PDBsum entry 6wrn

Ligase

PDB id: 6wrn

Contents

Protein chain

312 a.a.

Ligands

NIY

Metals

_NA

Waters ×278

PDB id:

6wrn

Name:

Ligase

Title:

Crystal structure of mj 3-nitro-tyrosine tRNA synthetase (5b) c70a variant bound to 3-nitro-tyrosine

Structure:

Tyrosine--tRNA ligase. Chain: a. Synonym: tyrosyl-tRNA synthetase,tyrrs. Engineered: yes. Mutation: yes

Source:

Methanocaldococcus jannaschii (strain atcc 43067 / dsm 2661 / jal-1 / jcm 10045 / nbrc 100440). Organism_taxid: 243232. Strain: atcc 43067 / dsm 2661 / jal-1 / jcm 10045 / nbrc 100440. Gene: tyrs, mj0389. Expressed in: escherichia coli bl21. Expression_system_taxid: 511693

Resolution:

1.60Å R-factor: 0.187 R-free: 0.215

Authors:

J.N.Beyer,P.Hosseinzadeh,P.A.Karplus,R.A.Mehl,R.B.Cooley

Key ref:

J.N.Beyer et al. (2020). Overcoming Near-Cognate Suppression in a Release Factor 1-Deficient Host with an Improved Nitro-Tyrosine tRNA Synthetase. J Mol Biol, 432, 4690-4704. PubMed id: 32569745 DOI: 10.1016/j.jmb.2020.06.014

Date:

29-Apr-20 Release date: 01-Jul-20

Protein chain

Q57834  (SYY_METJA) -  Tyrosine--tRNA ligase from Methanocaldococcus jannaschii (strain ATCC 43067 / DSM 2661 / JAL-1 / JCM 10045 / NBRC 100440)

Seq: 306 a.a.

Struc: 312 a.a.*

* PDB and UniProt seqs differ at 5 residue positions (black crosses)

Enzyme reactions

• Enzyme class: E.C.6.1.1.1 - tyrosine--tRNA ligase.
• Reaction: tRNA(Tyr) + L-tyrosine + ATP = L-tyrosyl-tRNA(Tyr) + AMP + diphosphate + H⁺

tRNA(Tyr) + L-tyrosine (Bound ligand (Het Group name = NIY) matches with 81.25% similarity) + ATP = L-tyrosyl-tRNA(Tyr) + AMP + diphosphate + H(+)

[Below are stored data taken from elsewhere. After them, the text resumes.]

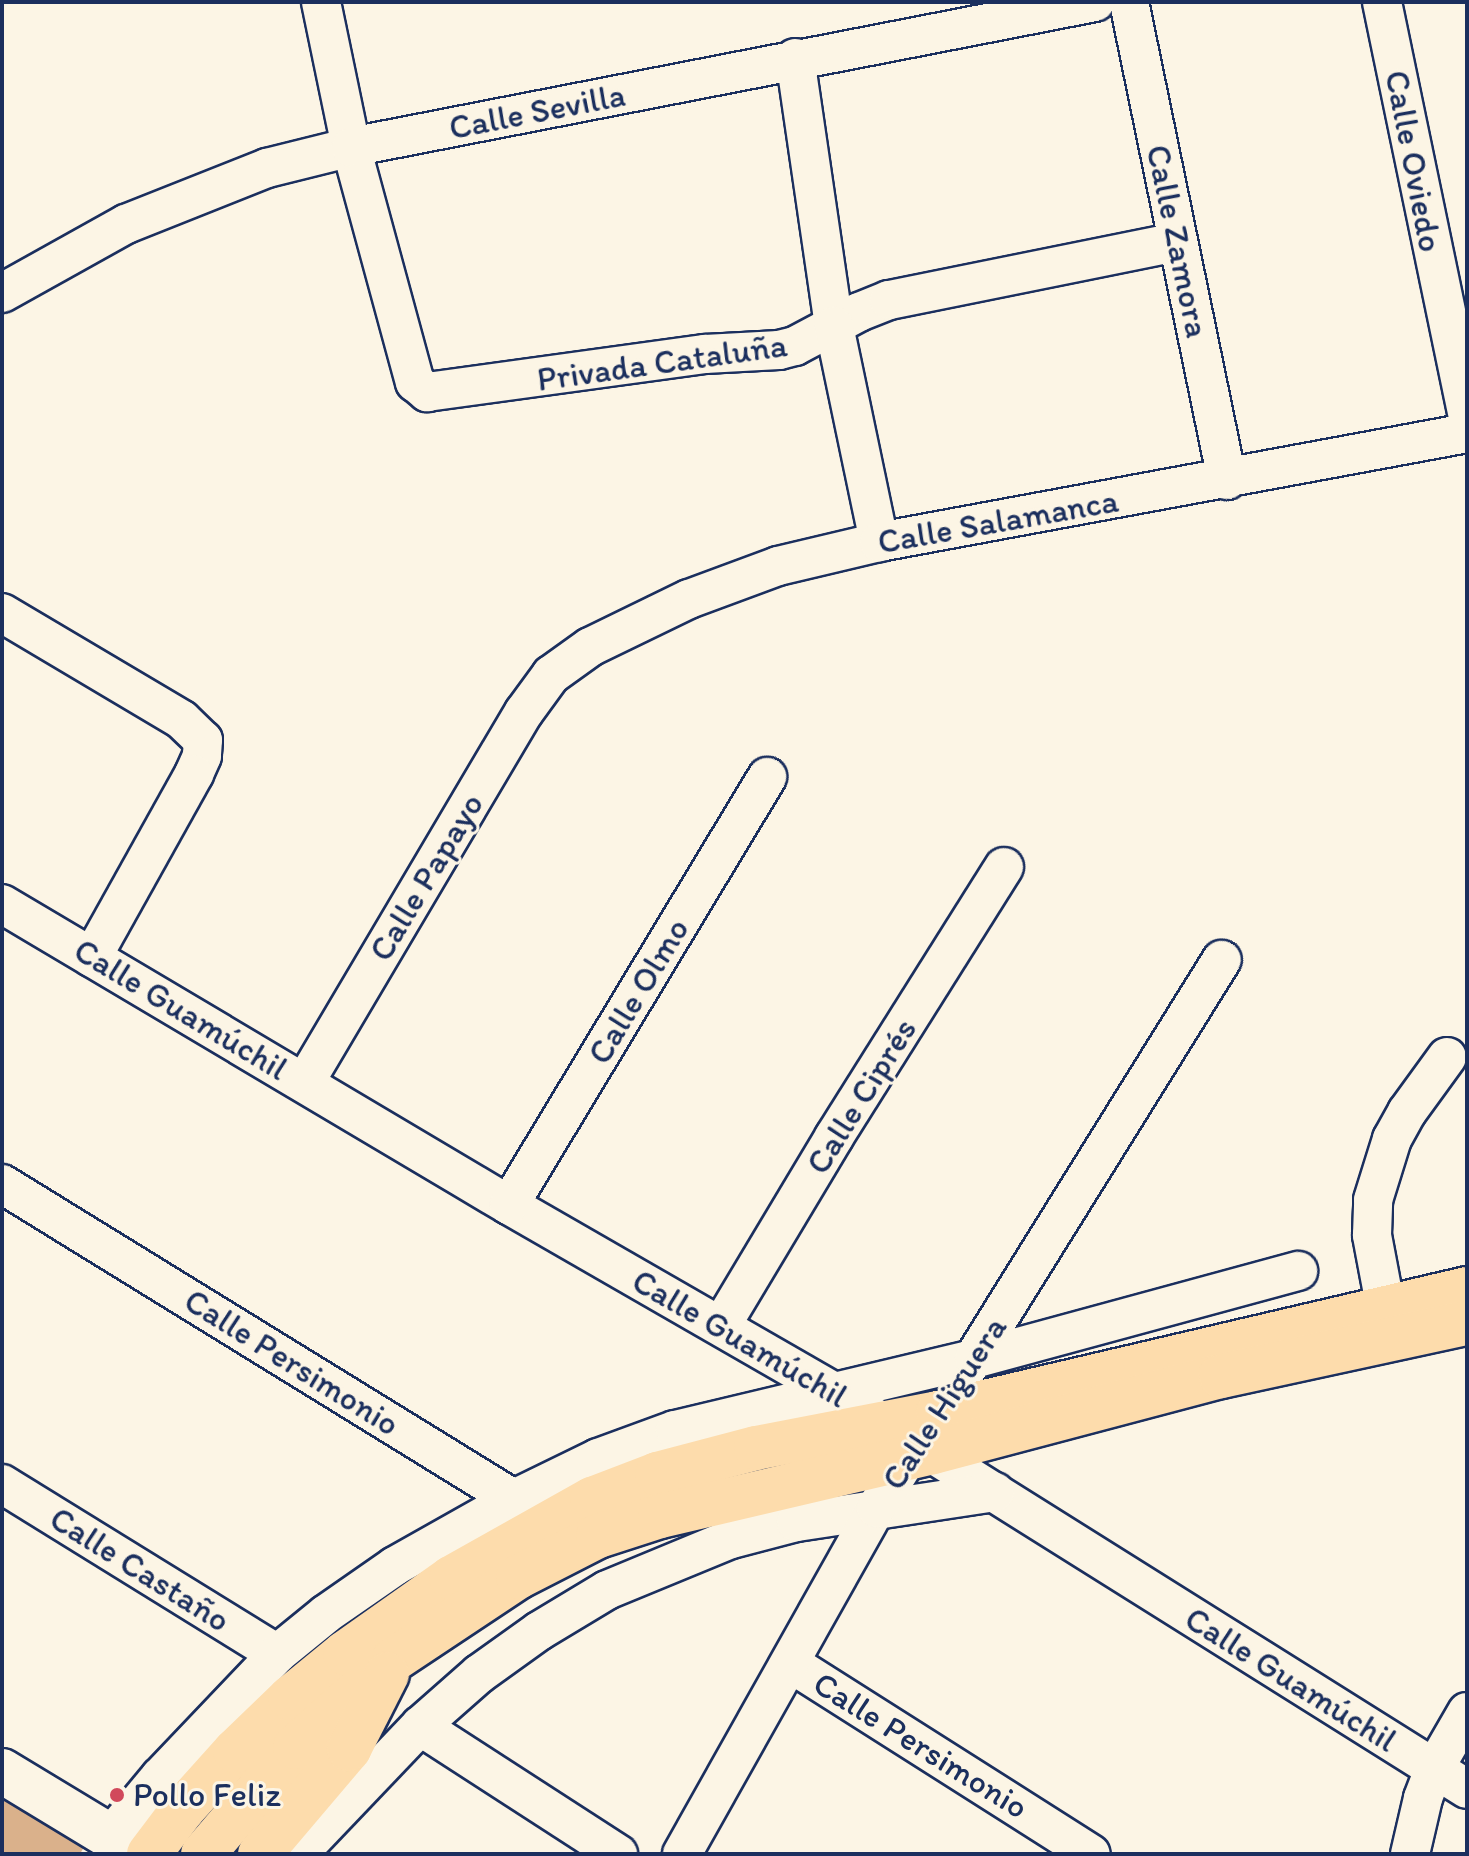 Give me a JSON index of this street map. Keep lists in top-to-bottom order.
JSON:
{
  "streets": {
    "street": [
      "Calle Sevilla",
      "Calle Oviedo",
      "Calle Zamora",
      "Privada Cataluña",
      "Calle Salamanca",
      "Calle Papayo",
      "Calle Olmo",
      "Calle Guamúchil",
      "Calle Ciprés",
      "Calle Persimonio",
      "Calle Higuera",
      "Calle Castaño"
    ]
  },
  "crossings": [
    ["Calle Sevilla", "Privada Cataluña"],
    ["Calle Zamora", "Privada Cataluña"],
    ["Calle Zamora", "Calle Salamanca"],
    ["Calle Salamanca", "Calle Papayo"],
    ["Calle Papayo", "Calle Guamúchil"],
    ["Calle Olmo", "Calle Guamúchil"],
    ["Calle Guamúchil", "Calle Ciprés"],
    ["Calle Guamúchil", "Calle Higuera"],
    ["Calle Persimonio", "Calle Higuera"]
  ],
  "places": ["Pollo Feliz"]
}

Molecule diagrams generated from .mol files obtained from the KEGG ftp site

reference

DOI no: 10.1016/j.jmb.2020.06.014

J Mol Biol 432:4690-4704 (2020)

PubMed id: 32569745

Overcoming Near-Cognate Suppression in a Release Factor 1-Deficient Host with an Improved Nitro-Tyrosine tRNA Synthetase.

J.N.Beyer, P.Hosseinzadeh, I.Gottfried-Lee, E.M.Van Fossen, P.Zhu, R.M.Bednar, P.A.Karplus, R.A.Mehl, R.B.Cooley.

ABSTRACT

Genetic code expansion (GCE) technologies incorporate non-canonical amino acids (ncAAs) into proteins at amber stop codons. To avoid unwanted truncated protein and improve ncAA-protein yields, genomically recoded strains of Escherichia coli lacking Release Factor 1 (RF1) are becoming increasingly popular expression hosts for GCE applications. In the absence of RF1, however, endogenous near-cognate amber suppressing tRNAs can lead to contaminating protein forms with natural amino acids in place of the ncAA. Here, we show that a second-generation amino-acyl tRNA synthetase (aaRS)/tRNA_CUA pair for site-specific incorporation of 3-nitro-tyrosine could not outcompete near-cognate suppression in an RF1-deficient expression host and therefore could not produce homogenously nitrated protein. To resolve this, we used Rosetta to target positions in the nitroTyr aaRS active site for improved substrate binding, and then constructed of a small library of variants to subject to standard selection protocols. The top selected variant had an ~2-fold greater efficiency, and remarkably, this relatively small improvement enabled homogeneous incorporation of nitroTyr in an RF1-deficient expression host and thus eliminates truncation issues associated with typical RF1-containing expression hosts. Structural and biochemical data suggest the aaRS efficiency improvement is based on higher affinity substrate binding. Taken together, the modest improvement in aaRS efficiency provides a large practical impact and expands our ability to study the role protein nitration plays in disease development through producing homogenous, truncation-free nitroTyr-containing protein. This work establishes Rosetta-guided design and incremental aaRS improvement as a viable and accessible path to improve GCE systems challenged by truncation and/or near-cognate suppression issues.